What you should do. What you return must be exactly the lines from the beginning of the material through the line containing "filter:drop-shadow(2px 0 #a5a29d)", both included, and no pictures.

Supplied material.

────────────────────────────────────────

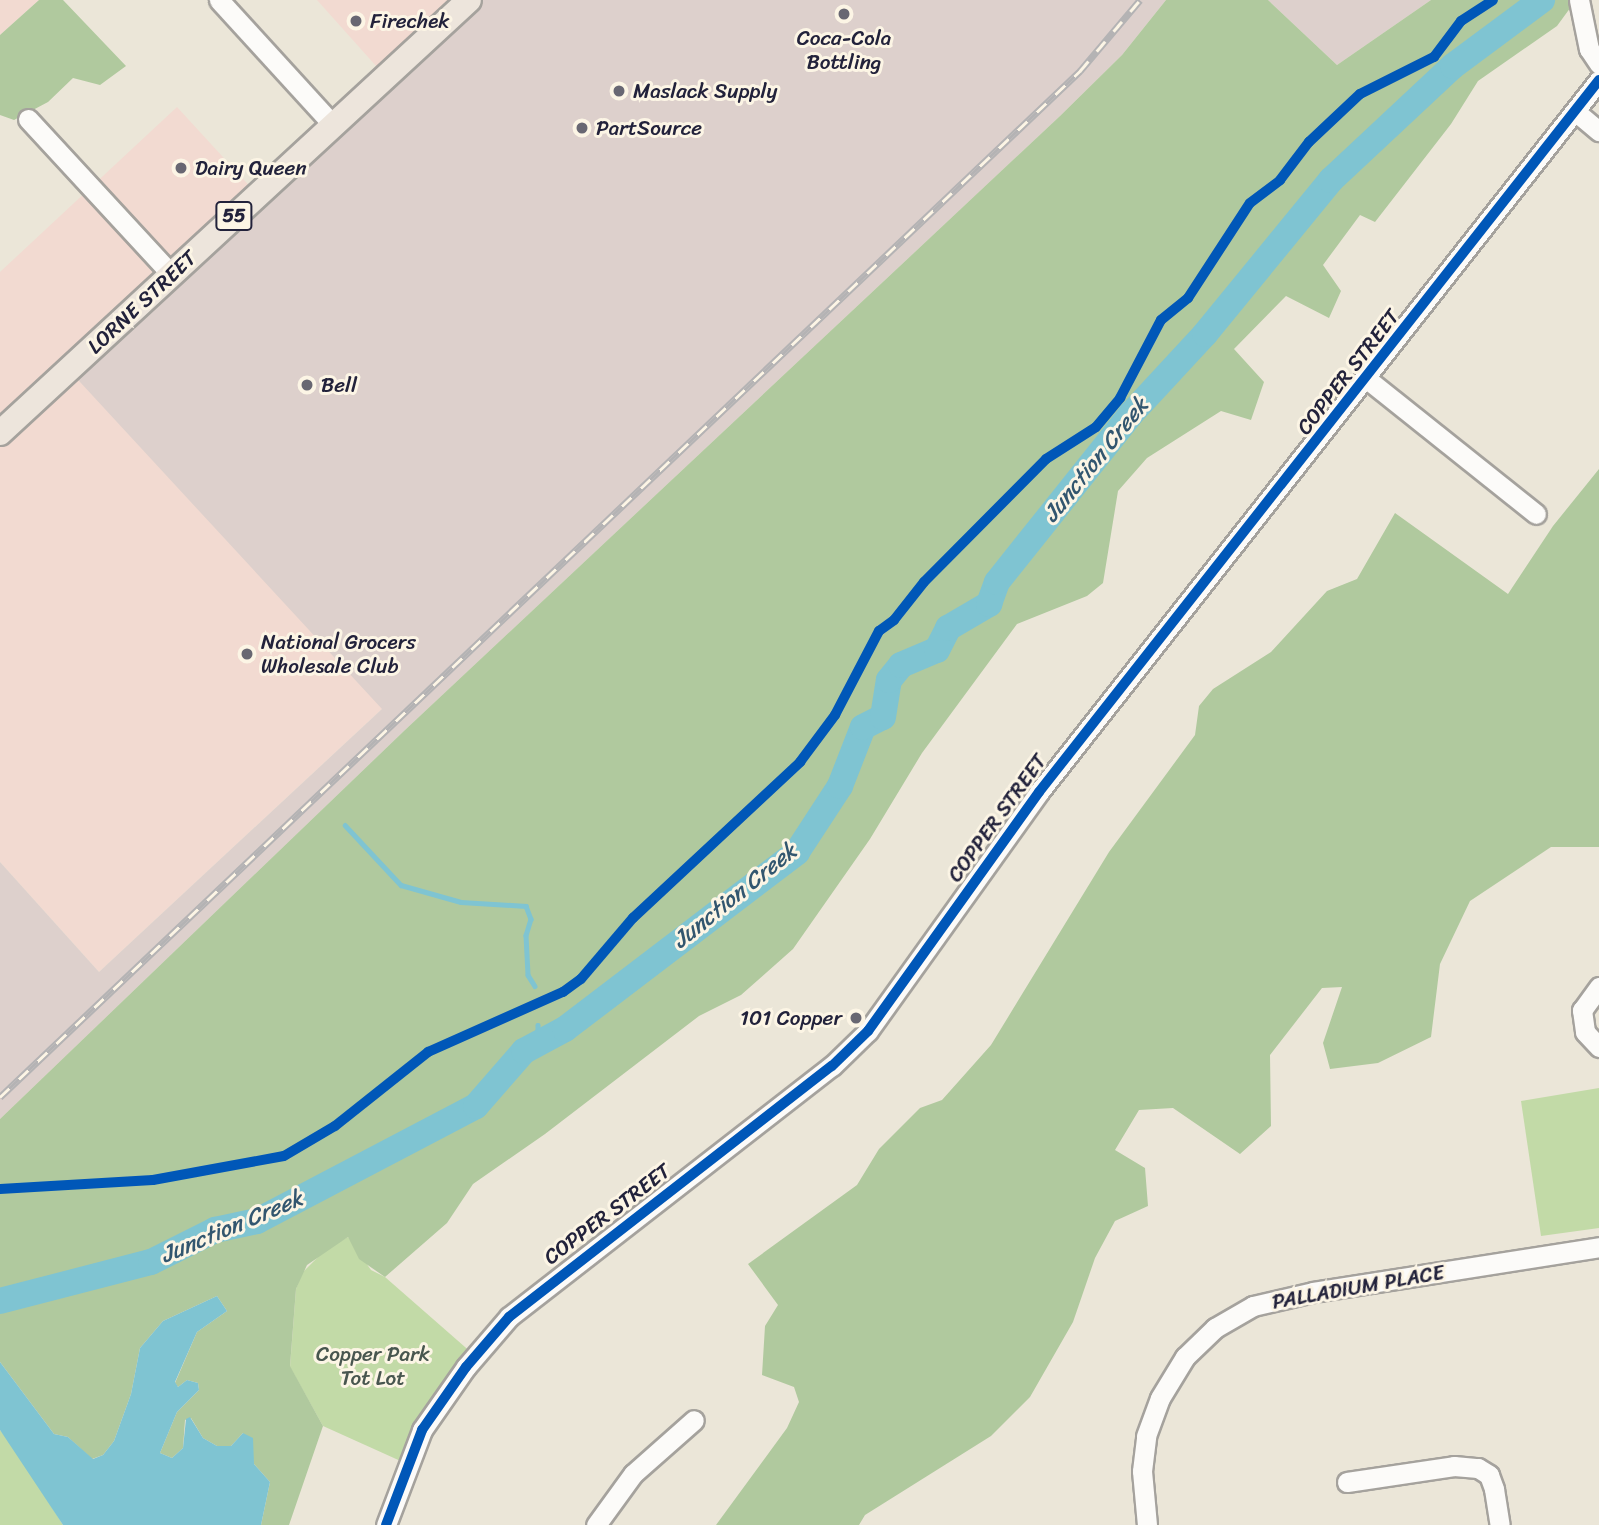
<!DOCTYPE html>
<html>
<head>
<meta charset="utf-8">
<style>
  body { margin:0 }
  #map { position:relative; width:1599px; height:1525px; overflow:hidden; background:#ebe6d8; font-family:Sriracha,sans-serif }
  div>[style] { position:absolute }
  .built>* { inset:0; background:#f2dad1 }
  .industrial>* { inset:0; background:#ddd0cc }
  .green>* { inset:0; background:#c2daa7 }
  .forest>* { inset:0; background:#b0c99e }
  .water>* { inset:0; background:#7fc4d2 }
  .stream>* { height:4.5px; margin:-2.25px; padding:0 2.25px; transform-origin:2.25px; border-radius:2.25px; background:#7fc4d2 }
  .river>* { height:26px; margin:-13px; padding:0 13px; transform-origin:13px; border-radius:13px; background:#7fc4d2 }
  .roads { filter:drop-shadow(2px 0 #a5a29d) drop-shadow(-2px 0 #a5a29d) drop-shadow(0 2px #a5a29d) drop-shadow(0 -2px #a5a29d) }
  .minor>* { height:19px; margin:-9.5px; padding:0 9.5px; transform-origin:9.5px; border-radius:9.5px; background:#fcfbf9 }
  .major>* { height:24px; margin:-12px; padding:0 12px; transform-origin:12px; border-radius:12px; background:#ede5dc }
  .rail>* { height:7px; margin-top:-3.5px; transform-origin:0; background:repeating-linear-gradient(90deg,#fcf5e5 0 13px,#b4b3b4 0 26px); box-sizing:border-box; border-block:2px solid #b4b3b4 }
  .cycleway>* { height:10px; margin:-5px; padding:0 5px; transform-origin:5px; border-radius:5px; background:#0057b8 }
  .dots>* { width:19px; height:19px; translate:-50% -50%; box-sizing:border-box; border:4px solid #fcf5e5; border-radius:50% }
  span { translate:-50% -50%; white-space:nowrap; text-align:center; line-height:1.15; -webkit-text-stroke:6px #fcf5e5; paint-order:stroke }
  .shield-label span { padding:2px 5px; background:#fcf5e5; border:2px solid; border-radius:5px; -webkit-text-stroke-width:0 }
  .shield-label { font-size:19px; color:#22223b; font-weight:700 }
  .poi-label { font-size:21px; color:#22223b }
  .left { translate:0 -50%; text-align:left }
  .right { translate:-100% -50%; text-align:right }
  .street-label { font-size:21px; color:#22223b }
  .park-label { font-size:21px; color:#48564f }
  .water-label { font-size:23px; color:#32566f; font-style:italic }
</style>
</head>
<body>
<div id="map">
  <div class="built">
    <i style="clip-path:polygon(0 0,39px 0,0 35px)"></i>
    <i style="clip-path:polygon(317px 0,467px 0,385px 76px)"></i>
    <i style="clip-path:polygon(177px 107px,257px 194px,69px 369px,383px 708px,99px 972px,0 862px,0 272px)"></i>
  </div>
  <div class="industrial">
    <i style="clip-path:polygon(467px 0,1166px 0,1122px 55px,1060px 116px,405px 730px,0 1119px,0 862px,99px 972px,382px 709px,68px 369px)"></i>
    <i style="clip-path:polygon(1268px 0,1431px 0,1337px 65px)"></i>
  </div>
  <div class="green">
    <i style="clip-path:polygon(1599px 1088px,1599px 1228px,1541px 1236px,1521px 1101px)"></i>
    <i style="clip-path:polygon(348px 1237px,371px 1270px,385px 1277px,473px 1354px,405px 1463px,323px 1426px,290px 1367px,296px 1289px,302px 1273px,324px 1251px)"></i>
    <i style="clip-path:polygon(0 1430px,15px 1448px,63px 1525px,0 1525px)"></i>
  </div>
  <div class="forest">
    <i style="clip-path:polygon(39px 0,63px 0,126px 66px,100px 85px,73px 78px,48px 102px,14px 120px,0 115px,0 35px)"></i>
    <i style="clip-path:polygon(1166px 0,1268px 0,1337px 65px,1431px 0,1576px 0,1557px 26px,1478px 81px,1451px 124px,1375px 222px,1360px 215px,1323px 265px,1341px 291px,1329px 318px,1286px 296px,1234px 349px,1264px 382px,1251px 420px,1221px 411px,1147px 458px,1118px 491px,1103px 583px,1087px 596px,1017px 624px,922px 753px,870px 839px,793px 949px,741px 995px,699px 1016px,545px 1134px,473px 1184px,447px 1223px,385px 1277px,359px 1259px,348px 1237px,307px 1265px,296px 1289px,290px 1366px,323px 1426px,289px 1525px,261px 1525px,270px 1482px,254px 1464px,243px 1433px,231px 1446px,217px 1446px,203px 1438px,191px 1418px,185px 1420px,183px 1448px,172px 1458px,160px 1453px,177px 1412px,199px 1390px,198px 1383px,187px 1380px,178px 1387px,175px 1383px,197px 1332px,227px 1311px,217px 1296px,163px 1321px,140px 1348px,131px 1394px,114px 1441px,103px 1455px,92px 1459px,68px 1437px,54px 1434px,0 1362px,0 1119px,405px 730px,1060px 116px,1122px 55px)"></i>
    <i style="clip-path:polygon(1599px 469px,1599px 847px,1551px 847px,1470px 901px,1440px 964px,1431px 1037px,1378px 1063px,1330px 1069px,1323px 1043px,1342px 987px,1322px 988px,1270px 1055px,1271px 1126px,1240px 1154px,1173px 1108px,1139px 1110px,1115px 1150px,1145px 1168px,1148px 1206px,1115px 1221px,1095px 1258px,1073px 1322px,1030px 1397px,991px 1436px,865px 1515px,859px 1525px,716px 1525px,787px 1428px,799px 1402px,794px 1387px,762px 1375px,765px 1326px,778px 1305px,748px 1264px,857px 1185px,879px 1149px,920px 1108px,942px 1100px,991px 1045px,1109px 852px,1195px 735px,1199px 706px,1213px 689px,1271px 652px,1327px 591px,1357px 579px,1395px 513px,1508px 594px,1553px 526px)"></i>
  </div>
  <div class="water">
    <i style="clip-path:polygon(217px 1296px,227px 1311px,197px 1332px,175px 1382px,178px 1387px,187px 1380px,198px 1383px,199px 1390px,177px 1412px,160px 1453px,172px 1458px,183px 1448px,186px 1419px,190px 1417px,203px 1438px,217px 1446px,231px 1446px,243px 1433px,253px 1438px,254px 1464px,270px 1482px,261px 1525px,63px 1525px,0 1430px,0 1362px,54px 1434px,68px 1437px,93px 1459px,103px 1455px,114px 1441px,131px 1394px,140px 1348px,163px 1321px)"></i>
  </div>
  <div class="stream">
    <i style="left:345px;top:825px;width:82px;rotate:47deg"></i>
    <i style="left:401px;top:885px;width:62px;rotate:15.8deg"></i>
    <i style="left:461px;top:902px;width:65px;rotate:3.5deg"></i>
    <i style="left:526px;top:906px;width:14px;rotate:69deg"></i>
    <i style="left:531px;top:919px;width:17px;rotate:107deg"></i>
    <i style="left:526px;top:935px;width:40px;rotate:87.1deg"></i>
    <i style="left:528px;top:975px;width:13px;rotate:58deg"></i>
    <i style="left:538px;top:1025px;width:15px;rotate:90deg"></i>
  </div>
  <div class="river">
    <i style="left:0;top:1301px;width:156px;rotate:-14.5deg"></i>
    <i style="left:151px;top:1262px;width:72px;rotate:-26.6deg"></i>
    <i style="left:215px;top:1230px;width:43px;rotate:-12.1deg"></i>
    <i style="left:257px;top:1221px;width:247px;rotate:-27.7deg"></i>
    <i style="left:476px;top:1106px;width:73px;rotate:-48.9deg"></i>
    <i style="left:524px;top:1051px;width:47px;rotate:-28.2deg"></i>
    <i style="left:565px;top:1029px;width:292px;rotate:-37.3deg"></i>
    <i style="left:797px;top:852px;width:79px;rotate:-56.9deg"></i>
    <i style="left:840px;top:786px;width:63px;rotate:-68.7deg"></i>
    <i style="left:863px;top:727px;width:22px;rotate:-27deg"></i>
    <i style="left:883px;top:717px;width:37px;rotate:-81deg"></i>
    <i style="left:889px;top:680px;width:19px;rotate:-51deg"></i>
    <i style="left:901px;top:665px;width:39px;rotate:-23deg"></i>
    <i style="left:937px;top:650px;width:25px;rotate:-63deg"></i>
    <i style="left:948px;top:628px;width:48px;rotate:-30.3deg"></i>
    <i style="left:989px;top:604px;width:23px;rotate:-70deg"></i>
    <i style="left:997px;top:582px;width:215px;rotate:-51.4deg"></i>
    <i style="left:1131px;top:414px;width:109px;rotate:-47.2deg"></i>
    <i style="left:1205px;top:334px;width:199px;rotate:-50.7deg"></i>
    <i style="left:1331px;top:180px;width:167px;rotate:-43.1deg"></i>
    <i style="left:1453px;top:66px;width:111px;rotate:-36.6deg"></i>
  </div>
  <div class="roads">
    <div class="minor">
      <i style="left:219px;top:0;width:169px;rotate:47.6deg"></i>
      <i style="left:1579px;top:0;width:50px;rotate:78.5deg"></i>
      <i style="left:1589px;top:49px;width:18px;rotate:56deg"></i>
      <i style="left:1576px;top:112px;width:30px;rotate:40deg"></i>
      <i style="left:28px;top:119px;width:211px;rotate:47.3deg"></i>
      <i style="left:1367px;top:379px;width:216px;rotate:38.6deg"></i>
      <i style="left:1599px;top:987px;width:29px;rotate:126deg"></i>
      <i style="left:1582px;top:1010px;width:22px;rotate:82deg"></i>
      <i style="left:1585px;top:1032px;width:21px;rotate:47deg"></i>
      <i style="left:1347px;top:1482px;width:108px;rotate:-8.5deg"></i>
      <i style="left:1454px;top:1466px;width:24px;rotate:5deg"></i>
      <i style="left:1478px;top:1468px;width:13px;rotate:32deg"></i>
      <i style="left:1489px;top:1475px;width:15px;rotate:70deg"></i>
      <i style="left:1494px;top:1489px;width:36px;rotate:81deg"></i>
      <i style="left:386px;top:1525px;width:102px;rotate:-69.2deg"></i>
      <i style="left:422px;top:1430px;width:77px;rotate:-55.1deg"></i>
      <i style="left:466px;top:1367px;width:66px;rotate:-49.3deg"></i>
      <i style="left:509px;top:1317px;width:409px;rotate:-37.9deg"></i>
      <i style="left:832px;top:1066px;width:50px;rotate:-44.2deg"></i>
      <i style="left:868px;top:1031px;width:294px;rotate:-54.4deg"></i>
      <i style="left:1039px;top:792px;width:906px;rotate:-51.81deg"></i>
      <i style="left:596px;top:1525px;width:63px;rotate:-54deg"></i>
      <i style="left:633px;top:1474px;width:81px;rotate:-41.5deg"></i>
      <i style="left:1147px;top:1525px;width:54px;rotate:-95.3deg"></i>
      <i style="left:1142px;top:1471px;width:35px;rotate:-83deg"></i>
      <i style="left:1146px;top:1436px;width:40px;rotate:-69.8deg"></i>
      <i style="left:1160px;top:1398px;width:48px;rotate:-58.6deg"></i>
      <i style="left:1185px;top:1357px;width:42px;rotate:-44deg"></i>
      <i style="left:1215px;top:1328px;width:44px;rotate:-30.1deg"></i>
      <i style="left:1253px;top:1306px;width:62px;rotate:-13.1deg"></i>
      <i style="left:1313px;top:1292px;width:290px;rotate:-8.9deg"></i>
    </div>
    <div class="major">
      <i style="left:0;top:433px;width:638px;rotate:-42.71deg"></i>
    </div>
  </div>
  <div class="rail">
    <i style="left:0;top:1097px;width:1490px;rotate:-43.53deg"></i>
    <i style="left:1080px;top:71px;width:93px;rotate:-49.8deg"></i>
  </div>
  <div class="cycleway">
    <i style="left:0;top:1189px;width:153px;rotate:-3.4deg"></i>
    <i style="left:153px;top:1180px;width:133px;rotate:-10.4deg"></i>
    <i style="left:284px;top:1156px;width:59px;rotate:-30.5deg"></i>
    <i style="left:335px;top:1126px;width:119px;rotate:-38.5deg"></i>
    <i style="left:428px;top:1052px;width:148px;rotate:-24deg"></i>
    <i style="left:563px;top:992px;width:22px;rotate:-36deg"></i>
    <i style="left:581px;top:979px;width:80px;rotate:-49.6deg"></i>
    <i style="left:633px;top:918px;width:229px;rotate:-43deg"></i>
    <i style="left:800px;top:762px;width:59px;rotate:-53.3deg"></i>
    <i style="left:835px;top:715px;width:95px;rotate:-62.4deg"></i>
    <i style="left:879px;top:631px;width:19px;rotate:-36deg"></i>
    <i style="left:894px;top:620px;width:48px;rotate:-51.7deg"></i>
    <i style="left:924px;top:582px;width:173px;rotate:-45.2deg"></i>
    <i style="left:1046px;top:459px;width:59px;rotate:-32.6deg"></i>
    <i style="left:1096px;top:427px;width:38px;rotate:-50deg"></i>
    <i style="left:1120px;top:398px;width:88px;rotate:-62.3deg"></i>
    <i style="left:1161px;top:320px;width:35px;rotate:-39deg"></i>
    <i style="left:1188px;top:298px;width:113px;rotate:-56.9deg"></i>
    <i style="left:1250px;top:203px;width:38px;rotate:-37deg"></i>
    <i style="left:1280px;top:180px;width:48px;rotate:-52.7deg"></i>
    <i style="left:1309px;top:142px;width:70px;rotate:-43.3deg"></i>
    <i style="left:1360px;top:94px;width:83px;rotate:-26.6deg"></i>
    <i style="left:1434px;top:57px;width:45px;rotate:-53.1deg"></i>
    <i style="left:1461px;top:21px;width:38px;rotate:-33deg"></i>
    <i style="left:386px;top:1525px;width:102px;rotate:-69.2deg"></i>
    <i style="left:422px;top:1430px;width:77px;rotate:-55.1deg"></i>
    <i style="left:466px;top:1367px;width:66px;rotate:-49.3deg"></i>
    <i style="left:509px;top:1317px;width:409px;rotate:-37.9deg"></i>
    <i style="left:832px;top:1066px;width:50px;rotate:-44.2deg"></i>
    <i style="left:868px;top:1031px;width:294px;rotate:-54.4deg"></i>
    <i style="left:1039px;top:792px;width:906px;rotate:-51.81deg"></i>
  </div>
  <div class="dots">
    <i style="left:844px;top:14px;background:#686772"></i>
    <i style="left:356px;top:21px;background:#686772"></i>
    <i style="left:619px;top:91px;background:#686772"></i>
    <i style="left:582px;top:128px;background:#686772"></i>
    <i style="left:181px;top:168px;background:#686772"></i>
    <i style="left:307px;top:385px;background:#686772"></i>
    <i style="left:247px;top:654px;background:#686772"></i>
    <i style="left:856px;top:1018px;background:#686772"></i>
  </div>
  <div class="shield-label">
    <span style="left:234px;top:216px">55</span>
  </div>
  <div class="poi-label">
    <span class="left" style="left:370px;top:21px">Firechek</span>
    <span style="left:844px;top:50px">Coca-Cola<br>Bottling</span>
    <span class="left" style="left:633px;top:91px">Maslack Supply</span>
    <span class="left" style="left:596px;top:128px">PartSource</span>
    <span class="left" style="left:195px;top:168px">Dairy Queen</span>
    <span class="left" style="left:321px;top:385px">Bell</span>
    <span class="left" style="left:261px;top:654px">National Grocers<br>Wholesale Club</span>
    <span class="right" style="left:842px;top:1018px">101 Copper</span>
  </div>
  <div class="street-label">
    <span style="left:142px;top:302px;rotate:-43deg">LORNE STREET</span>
    <span style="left:1348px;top:372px;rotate:-52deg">COPPER STREET</span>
    <span style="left:997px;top:818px;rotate:-54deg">COPPER STREET</span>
    <span style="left:607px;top:1214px;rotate:-37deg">COPPER STREET</span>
    <span style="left:1358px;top:1287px;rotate:-10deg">PALLADIUM PLACE</span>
  </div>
  <div class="park-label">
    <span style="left:373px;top:1366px">Copper Park<br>Tot Lot</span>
  </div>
  <div class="water-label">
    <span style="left:1096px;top:460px;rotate:-51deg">Junction Creek</span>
    <span style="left:735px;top:896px;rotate:-39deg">Junction Creek</span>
    <span style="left:232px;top:1227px;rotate:-23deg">Junction Creek</span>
  </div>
</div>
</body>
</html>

────────────────────────────────────────

Answer space.
<!DOCTYPE html>
<html>
<head>
<meta charset="utf-8">
<style>
  body { margin:0 }
  #map { position:relative; width:1599px; height:1525px; overflow:hidden; background:#ebe6d8; font-family:Sriracha,sans-serif }
  div>[style] { position:absolute }
  .built>* { inset:0; background:#f2dad1 }
  .industrial>* { inset:0; background:#ddd0cc }
  .green>* { inset:0; background:#c2daa7 }
  .forest>* { inset:0; background:#b0c99e }
  .water>* { inset:0; background:#7fc4d2 }
  .stream>* { height:4.5px; margin:-2.25px; padding:0 2.25px; transform-origin:2.25px; border-radius:2.25px; background:#7fc4d2 }
  .river>* { height:26px; margin:-13px; padding:0 13px; transform-origin:13px; border-radius:13px; background:#7fc4d2 }
  .roads { filter:drop-shadow(2px 0 #a5a29d) drop-shadow(-2px 0 #a5a29d) drop-shadow(0 2px #a5a29d) drop-shadow(0 -2px #a5a29d) }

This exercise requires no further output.